For the entries below, how many lines include the word "geometry"? Give the figure and nothing more.

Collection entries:
•••••

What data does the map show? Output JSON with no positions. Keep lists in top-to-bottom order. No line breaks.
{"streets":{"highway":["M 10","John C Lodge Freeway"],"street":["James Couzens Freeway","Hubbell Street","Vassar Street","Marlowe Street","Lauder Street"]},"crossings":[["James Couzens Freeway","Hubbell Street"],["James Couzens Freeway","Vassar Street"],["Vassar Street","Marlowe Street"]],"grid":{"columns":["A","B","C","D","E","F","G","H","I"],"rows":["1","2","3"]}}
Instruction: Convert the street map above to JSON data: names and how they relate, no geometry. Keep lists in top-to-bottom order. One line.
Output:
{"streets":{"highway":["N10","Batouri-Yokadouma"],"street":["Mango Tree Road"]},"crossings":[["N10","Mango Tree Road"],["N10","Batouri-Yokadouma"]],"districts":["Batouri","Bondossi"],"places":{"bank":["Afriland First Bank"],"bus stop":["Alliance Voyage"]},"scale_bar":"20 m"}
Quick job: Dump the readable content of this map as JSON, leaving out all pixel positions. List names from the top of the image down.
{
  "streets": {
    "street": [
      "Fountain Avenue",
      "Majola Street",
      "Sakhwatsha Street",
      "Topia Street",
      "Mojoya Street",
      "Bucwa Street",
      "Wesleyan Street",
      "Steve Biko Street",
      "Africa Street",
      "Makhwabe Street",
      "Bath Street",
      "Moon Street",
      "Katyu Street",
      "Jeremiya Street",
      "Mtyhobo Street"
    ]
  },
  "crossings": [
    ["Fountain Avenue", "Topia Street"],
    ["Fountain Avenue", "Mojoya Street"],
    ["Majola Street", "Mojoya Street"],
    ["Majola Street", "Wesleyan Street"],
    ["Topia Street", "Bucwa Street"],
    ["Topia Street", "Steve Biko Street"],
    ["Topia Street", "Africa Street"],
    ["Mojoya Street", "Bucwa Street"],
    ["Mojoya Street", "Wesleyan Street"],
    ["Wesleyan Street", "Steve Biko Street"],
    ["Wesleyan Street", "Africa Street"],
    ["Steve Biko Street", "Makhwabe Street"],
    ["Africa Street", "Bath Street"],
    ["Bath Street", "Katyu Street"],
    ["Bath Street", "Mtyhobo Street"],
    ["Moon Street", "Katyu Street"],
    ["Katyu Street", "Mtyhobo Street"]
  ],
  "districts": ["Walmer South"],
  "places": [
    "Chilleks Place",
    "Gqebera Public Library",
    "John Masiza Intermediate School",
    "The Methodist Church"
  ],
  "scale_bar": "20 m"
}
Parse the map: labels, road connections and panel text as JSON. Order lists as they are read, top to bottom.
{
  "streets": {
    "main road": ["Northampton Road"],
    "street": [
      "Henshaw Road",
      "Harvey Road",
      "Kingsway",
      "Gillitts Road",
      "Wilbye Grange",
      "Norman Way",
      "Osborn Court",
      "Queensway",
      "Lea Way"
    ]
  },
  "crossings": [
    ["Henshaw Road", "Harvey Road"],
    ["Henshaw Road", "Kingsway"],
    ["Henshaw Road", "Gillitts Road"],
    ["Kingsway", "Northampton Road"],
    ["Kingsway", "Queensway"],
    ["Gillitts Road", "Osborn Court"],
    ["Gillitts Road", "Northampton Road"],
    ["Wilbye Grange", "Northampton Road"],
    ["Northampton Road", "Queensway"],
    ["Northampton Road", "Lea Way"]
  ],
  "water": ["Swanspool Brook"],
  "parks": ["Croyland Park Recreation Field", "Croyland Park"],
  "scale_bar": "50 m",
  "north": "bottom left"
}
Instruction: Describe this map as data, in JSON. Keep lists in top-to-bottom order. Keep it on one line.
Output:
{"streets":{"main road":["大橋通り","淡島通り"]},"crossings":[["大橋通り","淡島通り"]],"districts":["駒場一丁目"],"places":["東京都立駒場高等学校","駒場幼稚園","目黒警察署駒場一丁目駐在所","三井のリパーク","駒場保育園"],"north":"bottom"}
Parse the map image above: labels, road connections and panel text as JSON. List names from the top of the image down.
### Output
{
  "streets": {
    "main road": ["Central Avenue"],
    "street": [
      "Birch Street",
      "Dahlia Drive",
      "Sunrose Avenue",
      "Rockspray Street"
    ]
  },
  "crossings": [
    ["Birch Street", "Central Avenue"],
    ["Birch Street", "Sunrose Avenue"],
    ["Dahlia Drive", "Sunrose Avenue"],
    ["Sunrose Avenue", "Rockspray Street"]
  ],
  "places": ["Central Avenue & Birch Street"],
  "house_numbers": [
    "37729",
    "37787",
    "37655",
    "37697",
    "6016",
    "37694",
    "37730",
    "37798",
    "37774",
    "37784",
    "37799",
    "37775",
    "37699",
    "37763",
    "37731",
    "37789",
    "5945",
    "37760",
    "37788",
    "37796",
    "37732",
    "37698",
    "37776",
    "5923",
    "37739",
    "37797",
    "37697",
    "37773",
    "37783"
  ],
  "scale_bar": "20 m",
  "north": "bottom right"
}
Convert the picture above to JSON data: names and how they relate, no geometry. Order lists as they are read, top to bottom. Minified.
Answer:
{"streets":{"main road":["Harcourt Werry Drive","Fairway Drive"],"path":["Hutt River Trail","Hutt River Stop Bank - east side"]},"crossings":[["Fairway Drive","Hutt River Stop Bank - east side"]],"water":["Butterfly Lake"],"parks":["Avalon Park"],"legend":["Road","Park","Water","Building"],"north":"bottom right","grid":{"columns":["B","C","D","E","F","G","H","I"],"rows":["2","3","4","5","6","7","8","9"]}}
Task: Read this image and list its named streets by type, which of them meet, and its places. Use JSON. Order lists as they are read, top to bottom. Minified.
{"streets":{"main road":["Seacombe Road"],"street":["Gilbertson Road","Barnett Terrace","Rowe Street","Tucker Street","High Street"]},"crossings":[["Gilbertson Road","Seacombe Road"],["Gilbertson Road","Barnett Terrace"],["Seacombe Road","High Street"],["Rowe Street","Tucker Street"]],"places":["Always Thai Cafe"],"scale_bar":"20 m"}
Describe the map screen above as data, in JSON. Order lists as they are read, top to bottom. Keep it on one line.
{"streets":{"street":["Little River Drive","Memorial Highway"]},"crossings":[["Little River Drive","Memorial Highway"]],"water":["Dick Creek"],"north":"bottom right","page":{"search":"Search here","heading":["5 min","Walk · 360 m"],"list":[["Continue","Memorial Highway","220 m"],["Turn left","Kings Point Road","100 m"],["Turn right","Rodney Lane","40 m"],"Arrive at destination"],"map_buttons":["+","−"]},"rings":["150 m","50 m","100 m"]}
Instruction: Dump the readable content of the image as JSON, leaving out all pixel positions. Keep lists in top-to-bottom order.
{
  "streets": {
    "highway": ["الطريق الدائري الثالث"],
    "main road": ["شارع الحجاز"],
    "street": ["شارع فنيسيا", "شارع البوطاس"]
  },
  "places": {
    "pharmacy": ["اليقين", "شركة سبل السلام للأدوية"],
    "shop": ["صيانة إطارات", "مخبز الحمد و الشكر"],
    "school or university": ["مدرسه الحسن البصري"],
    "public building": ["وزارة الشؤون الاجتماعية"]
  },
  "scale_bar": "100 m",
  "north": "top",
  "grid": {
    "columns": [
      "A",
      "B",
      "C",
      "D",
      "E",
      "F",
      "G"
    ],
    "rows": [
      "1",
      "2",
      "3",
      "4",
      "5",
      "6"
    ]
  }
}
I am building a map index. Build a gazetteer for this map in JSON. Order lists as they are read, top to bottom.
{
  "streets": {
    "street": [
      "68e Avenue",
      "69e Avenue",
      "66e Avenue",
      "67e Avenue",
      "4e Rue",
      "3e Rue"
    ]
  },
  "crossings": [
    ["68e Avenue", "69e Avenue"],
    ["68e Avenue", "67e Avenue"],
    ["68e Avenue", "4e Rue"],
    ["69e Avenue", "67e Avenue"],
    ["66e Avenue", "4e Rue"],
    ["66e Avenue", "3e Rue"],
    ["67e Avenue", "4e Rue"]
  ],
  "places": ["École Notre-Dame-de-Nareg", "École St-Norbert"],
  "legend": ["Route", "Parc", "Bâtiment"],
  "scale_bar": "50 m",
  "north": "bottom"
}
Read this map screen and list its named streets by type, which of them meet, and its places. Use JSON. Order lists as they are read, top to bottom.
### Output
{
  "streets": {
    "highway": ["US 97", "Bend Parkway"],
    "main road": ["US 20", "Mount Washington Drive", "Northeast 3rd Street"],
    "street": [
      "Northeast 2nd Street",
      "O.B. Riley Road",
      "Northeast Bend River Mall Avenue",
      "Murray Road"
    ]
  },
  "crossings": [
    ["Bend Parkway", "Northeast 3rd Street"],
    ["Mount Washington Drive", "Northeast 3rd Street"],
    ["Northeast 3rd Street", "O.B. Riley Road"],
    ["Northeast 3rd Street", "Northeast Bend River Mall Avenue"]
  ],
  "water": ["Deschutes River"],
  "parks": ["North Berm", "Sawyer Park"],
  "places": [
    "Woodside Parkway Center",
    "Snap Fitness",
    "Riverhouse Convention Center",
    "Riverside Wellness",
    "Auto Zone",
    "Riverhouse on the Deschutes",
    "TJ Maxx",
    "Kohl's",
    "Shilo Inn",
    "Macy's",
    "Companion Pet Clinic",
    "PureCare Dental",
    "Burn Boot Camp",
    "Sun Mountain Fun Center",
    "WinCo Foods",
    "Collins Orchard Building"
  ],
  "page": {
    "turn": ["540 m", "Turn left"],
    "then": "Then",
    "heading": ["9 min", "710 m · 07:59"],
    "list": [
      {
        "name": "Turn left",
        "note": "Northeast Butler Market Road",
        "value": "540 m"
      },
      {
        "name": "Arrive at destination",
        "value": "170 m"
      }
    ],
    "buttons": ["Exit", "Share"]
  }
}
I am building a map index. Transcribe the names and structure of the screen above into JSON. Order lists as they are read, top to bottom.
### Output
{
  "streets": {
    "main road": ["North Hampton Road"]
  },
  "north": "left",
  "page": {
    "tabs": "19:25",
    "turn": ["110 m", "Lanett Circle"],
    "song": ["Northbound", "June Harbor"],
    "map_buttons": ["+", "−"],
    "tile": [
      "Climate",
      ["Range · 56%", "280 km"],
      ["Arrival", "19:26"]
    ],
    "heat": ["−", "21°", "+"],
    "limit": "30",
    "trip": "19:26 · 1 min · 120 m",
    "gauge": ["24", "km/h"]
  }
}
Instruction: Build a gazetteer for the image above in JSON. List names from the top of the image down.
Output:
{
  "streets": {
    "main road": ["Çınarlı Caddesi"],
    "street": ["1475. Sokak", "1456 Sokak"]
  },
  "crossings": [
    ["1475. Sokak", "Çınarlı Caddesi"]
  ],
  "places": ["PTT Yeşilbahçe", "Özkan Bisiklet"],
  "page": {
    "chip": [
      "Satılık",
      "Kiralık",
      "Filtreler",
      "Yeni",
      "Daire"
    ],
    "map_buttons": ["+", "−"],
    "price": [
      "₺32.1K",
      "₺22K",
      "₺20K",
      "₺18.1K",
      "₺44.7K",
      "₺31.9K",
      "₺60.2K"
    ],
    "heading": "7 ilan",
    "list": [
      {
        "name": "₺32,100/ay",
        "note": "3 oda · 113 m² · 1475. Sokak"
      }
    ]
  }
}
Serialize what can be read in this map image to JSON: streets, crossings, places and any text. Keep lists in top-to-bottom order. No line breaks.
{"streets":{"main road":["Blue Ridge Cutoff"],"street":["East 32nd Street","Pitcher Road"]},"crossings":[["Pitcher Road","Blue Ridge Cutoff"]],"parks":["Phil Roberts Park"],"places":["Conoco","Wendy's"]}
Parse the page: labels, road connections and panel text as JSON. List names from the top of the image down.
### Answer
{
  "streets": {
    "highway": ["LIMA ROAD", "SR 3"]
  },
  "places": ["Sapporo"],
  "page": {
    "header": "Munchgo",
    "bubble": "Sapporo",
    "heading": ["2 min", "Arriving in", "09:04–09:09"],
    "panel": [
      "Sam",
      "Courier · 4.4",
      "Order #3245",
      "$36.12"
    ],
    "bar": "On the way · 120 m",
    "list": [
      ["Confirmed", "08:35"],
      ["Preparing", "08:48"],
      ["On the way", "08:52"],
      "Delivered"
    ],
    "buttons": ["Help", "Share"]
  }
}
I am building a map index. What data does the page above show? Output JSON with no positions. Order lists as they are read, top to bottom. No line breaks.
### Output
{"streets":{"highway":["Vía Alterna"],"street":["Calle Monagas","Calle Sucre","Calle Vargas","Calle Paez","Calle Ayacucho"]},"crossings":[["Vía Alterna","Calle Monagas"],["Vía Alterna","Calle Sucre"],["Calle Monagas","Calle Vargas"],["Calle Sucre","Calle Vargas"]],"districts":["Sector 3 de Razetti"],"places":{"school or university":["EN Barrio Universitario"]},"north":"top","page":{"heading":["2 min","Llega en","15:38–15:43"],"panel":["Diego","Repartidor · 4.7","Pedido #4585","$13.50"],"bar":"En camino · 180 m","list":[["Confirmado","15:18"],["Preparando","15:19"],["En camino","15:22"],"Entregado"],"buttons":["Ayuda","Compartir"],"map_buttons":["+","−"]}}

•••••

■ **Final answer**: 2